Meski terkesan remeh, surat kuasa tak bisa disepelekan. Sidang lanjutan kasus Blok Cepu ini menjadi buktinya.
Polemik makin seru ketika Todung Mulia Lubis, kuasa hukum Exxon Mobile lainnya, ikut melontarkan argumen. Dia tidak ingin azas hukum yang prinsip dilanggar begitu saja. Sebab hal ini akan sangat berpengaruh terhadap proses persidangan selanjutnya.
Azas hukum yang dimaksudkan Todung sebenarnya sederhana. Jika surat kuasa cacat, otomatis proses persidangan tak bisa diteruskan.
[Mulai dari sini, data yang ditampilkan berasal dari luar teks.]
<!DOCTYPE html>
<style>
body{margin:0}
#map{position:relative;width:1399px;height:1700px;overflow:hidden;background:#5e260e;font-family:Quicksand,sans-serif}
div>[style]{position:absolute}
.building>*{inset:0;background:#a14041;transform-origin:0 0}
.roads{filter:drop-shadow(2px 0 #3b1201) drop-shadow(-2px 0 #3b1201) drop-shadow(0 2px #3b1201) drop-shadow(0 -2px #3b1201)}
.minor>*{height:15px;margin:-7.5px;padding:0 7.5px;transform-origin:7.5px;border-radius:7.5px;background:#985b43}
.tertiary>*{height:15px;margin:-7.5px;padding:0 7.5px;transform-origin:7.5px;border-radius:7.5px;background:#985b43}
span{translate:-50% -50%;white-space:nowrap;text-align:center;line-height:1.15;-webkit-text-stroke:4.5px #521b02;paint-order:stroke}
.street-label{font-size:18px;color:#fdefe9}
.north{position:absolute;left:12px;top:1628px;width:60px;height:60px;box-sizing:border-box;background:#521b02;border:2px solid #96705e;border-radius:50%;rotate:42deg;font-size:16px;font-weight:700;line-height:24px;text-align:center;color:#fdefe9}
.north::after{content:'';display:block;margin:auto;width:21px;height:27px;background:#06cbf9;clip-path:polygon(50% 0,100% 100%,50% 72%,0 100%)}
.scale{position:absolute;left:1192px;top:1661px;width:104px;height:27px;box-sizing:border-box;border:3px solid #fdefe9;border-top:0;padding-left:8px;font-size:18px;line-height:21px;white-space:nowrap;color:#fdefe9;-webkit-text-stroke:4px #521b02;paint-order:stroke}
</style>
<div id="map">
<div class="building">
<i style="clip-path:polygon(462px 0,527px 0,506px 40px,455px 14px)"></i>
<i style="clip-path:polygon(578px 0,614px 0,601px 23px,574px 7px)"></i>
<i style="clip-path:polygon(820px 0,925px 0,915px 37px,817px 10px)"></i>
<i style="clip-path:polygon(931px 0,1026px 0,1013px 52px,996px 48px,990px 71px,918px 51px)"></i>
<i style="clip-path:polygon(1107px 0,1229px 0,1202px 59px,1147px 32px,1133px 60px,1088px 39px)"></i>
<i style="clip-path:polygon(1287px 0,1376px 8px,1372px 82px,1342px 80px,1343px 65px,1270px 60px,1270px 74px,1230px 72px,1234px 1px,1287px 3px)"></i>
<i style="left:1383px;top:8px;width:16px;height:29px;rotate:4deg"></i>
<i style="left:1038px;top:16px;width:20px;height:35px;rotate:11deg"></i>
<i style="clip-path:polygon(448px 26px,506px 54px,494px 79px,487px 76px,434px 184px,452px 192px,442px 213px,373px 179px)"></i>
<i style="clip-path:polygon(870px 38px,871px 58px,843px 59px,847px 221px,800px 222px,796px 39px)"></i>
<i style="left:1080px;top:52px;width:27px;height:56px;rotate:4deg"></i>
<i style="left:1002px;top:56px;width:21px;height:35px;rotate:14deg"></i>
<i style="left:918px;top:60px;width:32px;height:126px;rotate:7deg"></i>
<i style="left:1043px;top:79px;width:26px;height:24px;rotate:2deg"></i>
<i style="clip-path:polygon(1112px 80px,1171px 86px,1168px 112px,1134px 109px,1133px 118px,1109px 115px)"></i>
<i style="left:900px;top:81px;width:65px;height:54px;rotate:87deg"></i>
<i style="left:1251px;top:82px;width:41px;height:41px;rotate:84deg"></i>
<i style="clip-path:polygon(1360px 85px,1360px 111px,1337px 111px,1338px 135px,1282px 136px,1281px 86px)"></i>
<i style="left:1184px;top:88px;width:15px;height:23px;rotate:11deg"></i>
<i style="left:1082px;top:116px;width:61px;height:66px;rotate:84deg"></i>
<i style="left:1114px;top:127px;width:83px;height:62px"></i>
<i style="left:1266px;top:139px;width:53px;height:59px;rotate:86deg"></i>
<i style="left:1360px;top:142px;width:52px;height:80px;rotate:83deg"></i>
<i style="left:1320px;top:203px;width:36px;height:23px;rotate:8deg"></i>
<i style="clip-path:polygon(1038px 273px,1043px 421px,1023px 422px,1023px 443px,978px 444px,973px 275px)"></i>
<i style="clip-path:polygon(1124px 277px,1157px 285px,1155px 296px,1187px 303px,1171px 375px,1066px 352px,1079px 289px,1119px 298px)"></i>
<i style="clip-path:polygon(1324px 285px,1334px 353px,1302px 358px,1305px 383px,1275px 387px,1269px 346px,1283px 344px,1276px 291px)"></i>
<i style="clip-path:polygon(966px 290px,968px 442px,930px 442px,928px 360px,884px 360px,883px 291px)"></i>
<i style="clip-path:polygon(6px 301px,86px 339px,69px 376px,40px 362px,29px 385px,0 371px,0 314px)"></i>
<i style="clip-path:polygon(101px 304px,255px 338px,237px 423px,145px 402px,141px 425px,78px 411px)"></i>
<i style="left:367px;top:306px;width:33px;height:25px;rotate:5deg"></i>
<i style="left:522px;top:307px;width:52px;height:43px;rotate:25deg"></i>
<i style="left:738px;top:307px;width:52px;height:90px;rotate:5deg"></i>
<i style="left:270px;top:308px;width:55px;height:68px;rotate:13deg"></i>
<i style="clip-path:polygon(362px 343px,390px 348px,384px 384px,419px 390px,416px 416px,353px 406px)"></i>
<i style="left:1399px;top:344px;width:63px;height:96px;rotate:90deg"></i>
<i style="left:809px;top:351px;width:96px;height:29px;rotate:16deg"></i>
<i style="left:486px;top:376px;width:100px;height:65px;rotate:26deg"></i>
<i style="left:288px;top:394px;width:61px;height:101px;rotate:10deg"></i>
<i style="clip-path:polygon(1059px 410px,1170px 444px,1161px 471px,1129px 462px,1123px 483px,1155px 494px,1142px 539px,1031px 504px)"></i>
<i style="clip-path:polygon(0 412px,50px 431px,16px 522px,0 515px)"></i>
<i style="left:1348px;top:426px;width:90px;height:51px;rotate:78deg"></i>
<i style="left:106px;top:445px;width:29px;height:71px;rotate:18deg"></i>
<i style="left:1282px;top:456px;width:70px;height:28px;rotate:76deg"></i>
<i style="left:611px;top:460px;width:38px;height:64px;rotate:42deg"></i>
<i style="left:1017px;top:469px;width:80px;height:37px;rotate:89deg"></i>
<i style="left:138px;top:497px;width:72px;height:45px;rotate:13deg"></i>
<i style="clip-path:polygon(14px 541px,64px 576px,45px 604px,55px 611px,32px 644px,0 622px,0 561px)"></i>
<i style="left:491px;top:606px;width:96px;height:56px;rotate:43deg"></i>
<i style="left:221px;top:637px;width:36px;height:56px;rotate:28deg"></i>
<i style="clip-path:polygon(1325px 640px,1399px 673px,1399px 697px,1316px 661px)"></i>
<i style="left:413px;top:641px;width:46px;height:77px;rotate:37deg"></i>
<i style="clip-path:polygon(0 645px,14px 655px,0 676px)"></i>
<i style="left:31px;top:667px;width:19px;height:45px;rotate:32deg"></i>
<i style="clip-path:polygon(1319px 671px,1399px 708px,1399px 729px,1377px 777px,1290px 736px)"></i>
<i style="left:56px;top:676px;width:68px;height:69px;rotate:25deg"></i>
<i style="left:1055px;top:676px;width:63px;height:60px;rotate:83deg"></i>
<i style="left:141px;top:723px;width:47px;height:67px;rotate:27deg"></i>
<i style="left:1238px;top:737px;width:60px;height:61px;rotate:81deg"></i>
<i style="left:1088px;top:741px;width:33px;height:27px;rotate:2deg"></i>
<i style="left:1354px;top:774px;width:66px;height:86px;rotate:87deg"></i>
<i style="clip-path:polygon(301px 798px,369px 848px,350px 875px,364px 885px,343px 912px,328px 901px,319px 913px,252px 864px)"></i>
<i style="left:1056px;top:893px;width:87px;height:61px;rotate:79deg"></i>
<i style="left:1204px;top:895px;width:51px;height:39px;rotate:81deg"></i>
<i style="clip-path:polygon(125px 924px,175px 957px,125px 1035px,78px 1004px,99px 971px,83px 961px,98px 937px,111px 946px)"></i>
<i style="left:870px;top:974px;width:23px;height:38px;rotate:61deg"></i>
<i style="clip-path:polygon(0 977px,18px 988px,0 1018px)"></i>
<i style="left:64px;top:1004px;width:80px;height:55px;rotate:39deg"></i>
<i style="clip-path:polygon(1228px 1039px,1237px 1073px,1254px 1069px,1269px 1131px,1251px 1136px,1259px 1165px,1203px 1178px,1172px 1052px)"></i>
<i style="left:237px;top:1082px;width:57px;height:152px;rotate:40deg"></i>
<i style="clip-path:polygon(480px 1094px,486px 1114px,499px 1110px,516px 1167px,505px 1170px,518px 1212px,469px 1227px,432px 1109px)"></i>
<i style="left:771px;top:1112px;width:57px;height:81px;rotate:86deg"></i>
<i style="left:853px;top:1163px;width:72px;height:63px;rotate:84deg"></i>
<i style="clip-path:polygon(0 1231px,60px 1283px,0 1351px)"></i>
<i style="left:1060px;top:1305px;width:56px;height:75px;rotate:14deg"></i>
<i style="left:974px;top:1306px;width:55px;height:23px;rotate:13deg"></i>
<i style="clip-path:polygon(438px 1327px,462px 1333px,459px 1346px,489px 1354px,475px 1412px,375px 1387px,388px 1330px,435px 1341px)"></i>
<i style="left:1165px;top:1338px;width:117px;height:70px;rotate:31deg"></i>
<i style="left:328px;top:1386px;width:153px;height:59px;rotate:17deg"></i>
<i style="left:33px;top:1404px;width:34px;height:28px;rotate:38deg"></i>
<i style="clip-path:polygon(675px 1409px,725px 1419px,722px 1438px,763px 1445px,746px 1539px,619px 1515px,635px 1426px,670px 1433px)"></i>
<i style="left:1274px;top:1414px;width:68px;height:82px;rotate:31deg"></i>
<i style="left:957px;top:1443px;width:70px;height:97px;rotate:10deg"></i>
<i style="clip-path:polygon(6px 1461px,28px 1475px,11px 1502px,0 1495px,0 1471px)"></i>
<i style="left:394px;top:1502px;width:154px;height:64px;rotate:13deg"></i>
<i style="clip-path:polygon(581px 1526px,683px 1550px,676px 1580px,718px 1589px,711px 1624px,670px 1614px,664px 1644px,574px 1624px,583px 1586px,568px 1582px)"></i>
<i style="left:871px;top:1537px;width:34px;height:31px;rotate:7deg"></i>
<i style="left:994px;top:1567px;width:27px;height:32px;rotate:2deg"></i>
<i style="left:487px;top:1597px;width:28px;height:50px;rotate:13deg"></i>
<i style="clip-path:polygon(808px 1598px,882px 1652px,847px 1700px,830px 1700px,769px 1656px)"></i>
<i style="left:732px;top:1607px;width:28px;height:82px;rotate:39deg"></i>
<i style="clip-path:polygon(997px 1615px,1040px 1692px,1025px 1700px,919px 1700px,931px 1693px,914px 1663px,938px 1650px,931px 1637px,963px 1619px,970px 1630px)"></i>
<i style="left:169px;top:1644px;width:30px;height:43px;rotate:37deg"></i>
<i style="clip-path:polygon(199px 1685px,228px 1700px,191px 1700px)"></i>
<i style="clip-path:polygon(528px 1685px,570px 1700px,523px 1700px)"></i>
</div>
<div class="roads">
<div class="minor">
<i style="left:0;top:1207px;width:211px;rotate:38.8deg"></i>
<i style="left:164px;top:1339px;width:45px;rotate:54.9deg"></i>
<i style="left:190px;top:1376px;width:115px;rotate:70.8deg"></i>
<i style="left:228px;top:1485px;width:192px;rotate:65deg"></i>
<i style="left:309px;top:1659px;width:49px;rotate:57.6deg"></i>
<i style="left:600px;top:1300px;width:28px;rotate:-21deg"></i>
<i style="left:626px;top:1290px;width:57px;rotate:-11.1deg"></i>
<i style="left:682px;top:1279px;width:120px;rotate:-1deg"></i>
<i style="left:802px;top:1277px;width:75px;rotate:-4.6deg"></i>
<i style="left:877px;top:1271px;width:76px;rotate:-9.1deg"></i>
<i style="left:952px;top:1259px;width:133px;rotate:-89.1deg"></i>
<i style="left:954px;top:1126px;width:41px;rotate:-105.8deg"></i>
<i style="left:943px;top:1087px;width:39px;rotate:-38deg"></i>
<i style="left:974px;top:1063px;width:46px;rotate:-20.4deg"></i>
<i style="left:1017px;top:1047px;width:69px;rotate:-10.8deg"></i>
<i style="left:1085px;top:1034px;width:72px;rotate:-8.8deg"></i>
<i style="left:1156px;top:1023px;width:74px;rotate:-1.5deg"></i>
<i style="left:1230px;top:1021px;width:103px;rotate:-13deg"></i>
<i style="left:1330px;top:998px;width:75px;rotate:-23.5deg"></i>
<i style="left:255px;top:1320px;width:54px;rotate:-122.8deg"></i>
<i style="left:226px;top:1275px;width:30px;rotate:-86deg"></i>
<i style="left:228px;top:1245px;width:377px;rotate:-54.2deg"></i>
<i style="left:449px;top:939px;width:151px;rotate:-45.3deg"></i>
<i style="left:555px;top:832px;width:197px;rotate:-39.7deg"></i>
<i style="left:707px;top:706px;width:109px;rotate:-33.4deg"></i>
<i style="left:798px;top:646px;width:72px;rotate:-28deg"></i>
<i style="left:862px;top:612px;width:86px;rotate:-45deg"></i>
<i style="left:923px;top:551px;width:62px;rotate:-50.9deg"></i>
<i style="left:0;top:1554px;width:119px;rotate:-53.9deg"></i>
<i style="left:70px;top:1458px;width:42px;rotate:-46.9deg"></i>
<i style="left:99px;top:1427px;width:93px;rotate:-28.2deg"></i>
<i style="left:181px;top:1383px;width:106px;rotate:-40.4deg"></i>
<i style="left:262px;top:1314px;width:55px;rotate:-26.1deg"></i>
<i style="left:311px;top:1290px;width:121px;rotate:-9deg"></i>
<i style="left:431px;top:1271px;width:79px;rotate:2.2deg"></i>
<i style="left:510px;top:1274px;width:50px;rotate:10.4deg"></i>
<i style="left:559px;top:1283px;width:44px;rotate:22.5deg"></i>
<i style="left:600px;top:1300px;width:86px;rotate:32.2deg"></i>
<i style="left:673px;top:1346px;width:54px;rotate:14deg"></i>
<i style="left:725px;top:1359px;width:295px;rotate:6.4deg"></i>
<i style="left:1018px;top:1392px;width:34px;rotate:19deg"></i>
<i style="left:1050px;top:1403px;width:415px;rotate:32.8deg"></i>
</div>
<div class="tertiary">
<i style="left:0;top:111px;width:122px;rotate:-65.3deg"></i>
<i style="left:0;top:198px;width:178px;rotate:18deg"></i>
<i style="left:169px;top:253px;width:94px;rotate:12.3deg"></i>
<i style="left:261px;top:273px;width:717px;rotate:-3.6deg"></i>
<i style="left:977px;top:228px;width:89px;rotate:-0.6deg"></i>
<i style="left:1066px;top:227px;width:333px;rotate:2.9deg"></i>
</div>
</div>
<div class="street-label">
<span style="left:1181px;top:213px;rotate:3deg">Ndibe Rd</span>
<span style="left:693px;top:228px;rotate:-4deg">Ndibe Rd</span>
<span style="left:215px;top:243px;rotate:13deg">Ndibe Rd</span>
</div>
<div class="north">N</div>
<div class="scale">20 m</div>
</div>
Kalau pun gugatan terlanjur disidangkan, maka gugatan harus dicabut. Setelah itu penggugat dapat mendaftarkan gugatan baru disertai dengan surat kuasa yang baru pula.
Ketua Majelis Hakim Kusriyanto berusaha menengahi perdebatan. Dia menegaskan bahwa segala keberatan sebaiknya dituangkan dalam eksepsi. Dia tidak ingin tergesa-gesa memberikan putusan sela karena akan menimbulkan rasa ketidakadilan. Harus ada eksepsi dan tanggapan. Dan sebelum eksepsi, harus mediasi. Ini sesuai PERMA No. 2/2003, tegasnya.
Fredrik tak bisa menerima pernyataan Kusriyanto. Mediasi hanya bisa dilakukan dengan orang yang punya surat kuasa yang sah. Karena tidak layak kami melakukan mediasi dengan penggugat, ujarnya. Namun Kusriyanto langsung menyergah. Hal itu bisa ditafsirkan sebagai kemauan untuk tidak melakukan mediasi, ungkapnya.
Terlambat
Setelah itu, menyambung argumen yang telah diungkapnnya, Munarman menuturkan, surat kuasa yang diterima pihaknya memang terlambat dibanding waktu pendaftaran gugatan. Hal itu disebabkan gugatan yang sekarang disidangkan merupakan perbaikan atas gugatan serupa yang sebelumnya pernah dicabut lantaran salah pihak.
Perbaikan surat kuasa didasarkan pada perintah hakim. Sebelumnya kami sudah punya surat kuasa. Bila perlu, kami akan menghadirkan penggugat prinsipal ke persidangan untuk memberikan kuasa secara lisan di muka hakim. Hal itu dibenarkan UU, kata Munarman.
Rupanya majelis hakim bisa memahami argumen Munarman. Terbukti, Kusriyanto lalu menegaskan, sidang harus tetap dilanjutkan dengan mediasi, eksepsi, dan tanggapan. Namun Todung menolaknya. Mohon majelis menunda mediasi, setelah putusan sela mengenai keabsahan surat kuasa, katanya.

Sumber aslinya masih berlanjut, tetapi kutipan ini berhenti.